Fattaey A, Helin K, Harlow E
Massachusetts General Hospital Cancer Center, Charlestown 02129.
Philos Trans R Soc Lond B Biol Sci. 1993 Jun 29;340(1293):333-6. doi: 10.1098/rstb.1993.0075.
The retinoblastoma protein, pRB, appears to play a key role in coordinating the regulation of cell cycle position and transcriptional events. pRB undergoes specific cell-cycle-dependent phosphorylation, being underphosphorylated in G1 and heavily phosphorylated in S, G2, and M. The underphosphorylated form is able to interact with the E2F transcription factor. Recently, we have cloned a cDNA for E2F-1. By using this clone and a series of non-pRB binding mutants, we have been able to show that the binding of pRB to E2F-1 causes inhibition of E2F-mediated transactivation. pRB's inhibition of E2F-mediated transcription would be lost by mutation in the retinoblastoma gene in human tumours, by pRB's interaction with DNA tumour virus oncoproteins, or by phosphorylation during the cell cycle.

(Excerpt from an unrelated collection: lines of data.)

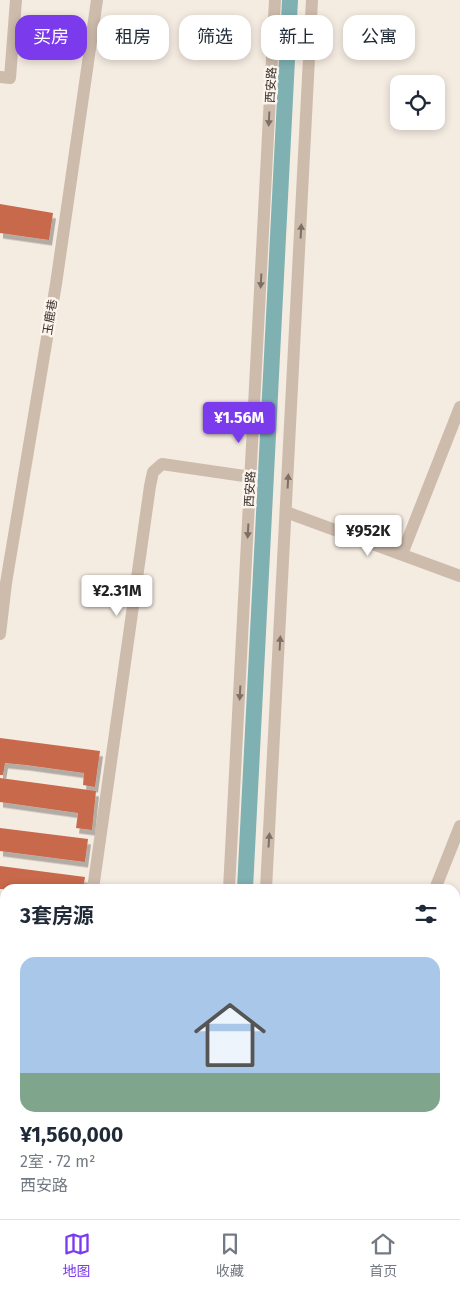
<!DOCTYPE html>
<html lang="zh">
<head>
<meta charset="utf-8">
<style>
	:root { --surface:#fff; --page:#f2f2f3; --text:#1f2937; --muted:#747a83; --line:#e0e1e3; --accent:#7c3aed }
	body { margin:0; font-family:"Fira Sans","Noto Sans SC",sans-serif; background:var(--page); color:var(--text); height:100vh; display:flex; flex-direction:column; font-size:19px; white-space:nowrap }
	* { box-sizing:border-box; margin:0 }
	p { font-size:16px; color:var(--muted) }
	.icon { flex:none; width:28px; height:28px; fill:none; stroke:currentColor; stroke-width:2; stroke-linecap:round; stroke-linejoin:round }
	.map { position:relative; flex:1; overflow:hidden }
	.sheet { position:absolute; left:0px; top:884px; width:460px; height:336px; display:flex; flex-direction:column; background:var(--surface); border-radius:15px 15px 0 0; box-shadow:0 2px 8px #0003 }
	.sheet>* { flex:none }
	.guide { position:absolute; left:15px; top:15px; width:430px; height:45px; display:flex; gap:10px }
	.buttons { position:absolute; left:390px; top:75px; display:grid; gap:10px }
	.buttons a { display:grid; place-items:center; width:55px; height:55px; border-radius:10px; background:var(--surface); box-shadow:0 2px 8px #0003; font-size:25px }
	.price { position:absolute; translate:-50% -42px; padding:0 11px; border-radius:5px; background:#fff; color:#222; font-size:16px; line-height:32px; filter:drop-shadow(0 1px 2px #0008) }
	.price::after { content:''; position:absolute; left:50%; top:30px; width:15px; height:11px; margin-left:-8px; background:inherit; clip-path:polygon(0 0,100% 0,50% 100%) }
	.price.selected { background:var(--accent); color:#fff }
	ul { padding:0; list-style:none }
	li { display:grid; align-content:center; gap:10px; height:265px; padding:0 20px }
	li+li { border-top:1px solid var(--line) }
	li span { display:grid; place-items:center; height:155px; border-radius:15px; color:#555 }
	li>.icon { margin-inline-start:auto }
	span .icon { width:90px; height:90px; fill:#fffc; stroke-width:1 }
	li b { font-size:21px }
	h2 { display:flex; justify-content:space-between; align-items:center; height:60px; padding:0 20px; font-size:21px }
	.pill { padding:0 18px; border-radius:15px; background:var(--surface); box-shadow:0 2px 8px #0003; font-size:18px; line-height:45px }
	.pill.selected { background:var(--accent); color:#fff }
	.dock { display:flex; justify-content:space-around; align-items:center; height:70px; border-top:1px solid var(--line); background:var(--surface); font-size:14px; color:var(--muted) }
	.dock a { display:grid; justify-items:center; gap:2px }
	.dock .selected { color:var(--accent) }
	.map>svg:first-child { display:block }
	.water { fill:#7fb0b2 }
	.building { fill:#c8694b; filter:url(#shadow) }
	.lines { fill:none; stroke-linecap:round; stroke-linejoin:round }
	.minor { stroke:#cdbbac; stroke-width:12 }
	.oneway { fill:#7d6f65 }
	.labels { text-anchor:middle; stroke-width:5; stroke-linejoin:round; paint-order:stroke }
	.street-label { font-size:12px; fill:#3b302b; stroke:#fbf5ee }
</style>
</head>
<body>
<div class="map">
<svg width="460" height="1219" viewBox="0 0 460 1219">
	<defs>
		<filter id="shadow"><feDropShadow dx="3" dy="5.5" stdDeviation="0" flood-color="#0004"/></filter>
	</defs>
	<rect width="100%" height="100%" fill="#f4ebe1"/>
	<path class="water" d="M282 0H298L253 889H237Z
		M460 966V1015L455 1027V980Z"/>
	<path class="building" d="M0 204 53 213 49 240 0 233Z
		M0 738 100 751 95 787 83 785 84 773 26 765 5 763 3 775H0Z
		M0 778 96 791 92 830 76 828 78 813 0 802Z
		M0 828 88 839 85 862 0 851Z
		M0 866 85 877 83 889H0Z
		M0 911 5 912V935H0Z
		M0 952H5V976H0Z
		M0 1001 5 1002V1023L0 1022Z
		M0 1038 5 1039V1061L0 1060Z
		M0 1083H5V1107L0 1106Z
		M460 1087V1108L455 1106V1100Z
		M0 1134H5V1154L0 1153Z
		M455 1137 460 1139V1219H406L408 1215H455Z"/>
	<g class="lines">
		<path class="minor" d="M0 77 10 78 16 0
			M286 512 460 576
			M402 554 460 407
			M0 634 6 583 56 284 97 0
			M93 889 150 486 153 472 162 464 251 477
			M229 889 275 0
			M266 889 312 0
			M435 889 460 826
			M455 1068 460 1055
			M455 1121 460 1123
			M48 1219 49 1215
			M208 1219 209 1215
			M246 1219V1215
			M396 1219 398 1215"/>
	</g>
	<defs><path id="oneway-solid" d="M-6-.8H1V-3.2L6.5 0L1 3.2V.8H-6Z" transform="scale(1.25)"/></defs>
	<g class="oneway">
		<use href="#oneway-solid" transform="translate(269 119) rotate(93)"/>
		<use href="#oneway-solid" transform="translate(301 231) rotate(-87)"/>
		<use href="#oneway-solid" transform="translate(261 281) rotate(93)"/>
		<use href="#oneway-solid" transform="translate(288 481) rotate(-87)"/>
		<use href="#oneway-solid" transform="translate(248 531) rotate(93)"/>
		<use href="#oneway-solid" transform="translate(280 643) rotate(-87)"/>
		<use href="#oneway-solid" transform="translate(240 693) rotate(93)"/>
		<use href="#oneway-solid" transform="translate(269 840) rotate(-86)"/>
	</g>
	<g class="labels">
		<g class="street-label">
			<text transform="translate(271 85) rotate(-87)" y="4">西安路</text>
			<text transform="translate(50 317) rotate(-81)" y="4">玉鹿巷</text>
			<text transform="translate(250 489) rotate(-87)" y="4">西安路</text>
		</g>
	</g>
</svg>
<div class="buttons">
<a><svg class="icon" aria-label="locate" viewBox="0 0 24 24"><circle cx="12" cy="12" r="6"/><path d="M12 2v4M12 18v4M2 12h4M18 12h4"/></svg></a>
</div>
<b class="price selected" style="left:239px;top:444px">¥1.56M</b>
<b class="price" style="left:368px;top:557px">¥952K</b>
<b class="price" style="left:117px;top:617px">¥2.31M</b>
<div class="guide">
<a class="pill selected">买房</a>
<a class="pill">租房</a>
<a class="pill">筛选</a>
<a class="pill">新上</a>
<a class="pill">公寓</a>
</div>
<section class="sheet">
<h2>3套房源<svg class="icon" aria-label="filters" viewBox="0 0 24 24"><path d="M4 7h16M4 17h16"/><circle cx="9" cy="7" r="2"/><circle cx="15" cy="17" r="2"/></svg></h2>
<ul>
<li><span style="background:linear-gradient(#a9c7e8 75%,#7fa58c 0)"><svg class="icon" aria-label="home" viewBox="0 0 24 24"><path d="M3 11l9-7 9 7M6 9v11h12V9"/></svg></span><div><b>¥1,560,000</b><p>2室 · 72 m²</p><p>西安路</p></div></li>
</ul>
</section>
</div>
<nav class="dock">
<a class="selected"><svg class="icon" aria-label="map" viewBox="0 0 24 24"><path d="M3 6l6-2 6 2 6-2v14l-6 2-6-2-6 2zM9 4v14M15 6v14"/></svg>地图</a>
<a><svg class="icon" aria-label="saved" viewBox="0 0 24 24"><path d="M7 4h10v16l-5-4-5 4z"/></svg>收藏</a>
<a><svg class="icon" aria-label="home" viewBox="0 0 24 24"><path d="M3 11l9-7 9 7M6 9v11h12V9"/></svg>首页</a>
</nav>
</body>
</html>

视网膜母细胞瘤蛋白pRB似乎在协调细胞周期位置调控和转录事件中发挥关键作用。pRB经历特定的细胞周期依赖性磷酸化,在G1期处于低磷酸化状态,在S期、G2期和M期高度磷酸化。低磷酸化形式能够与E2F转录因子相互作用。最近,我们克隆了E2F - 1的cDNA。通过使用该克隆以及一系列非pRB结合突变体,我们已经能够证明pRB与E2F - 1的结合会导致E2F介导的反式激活受到抑制。在人类肿瘤中,视网膜母细胞瘤基因的突变、pRB与DNA肿瘤病毒癌蛋白的相互作用或细胞周期中的磷酸化都会导致pRB对E2F介导转录的抑制作用丧失。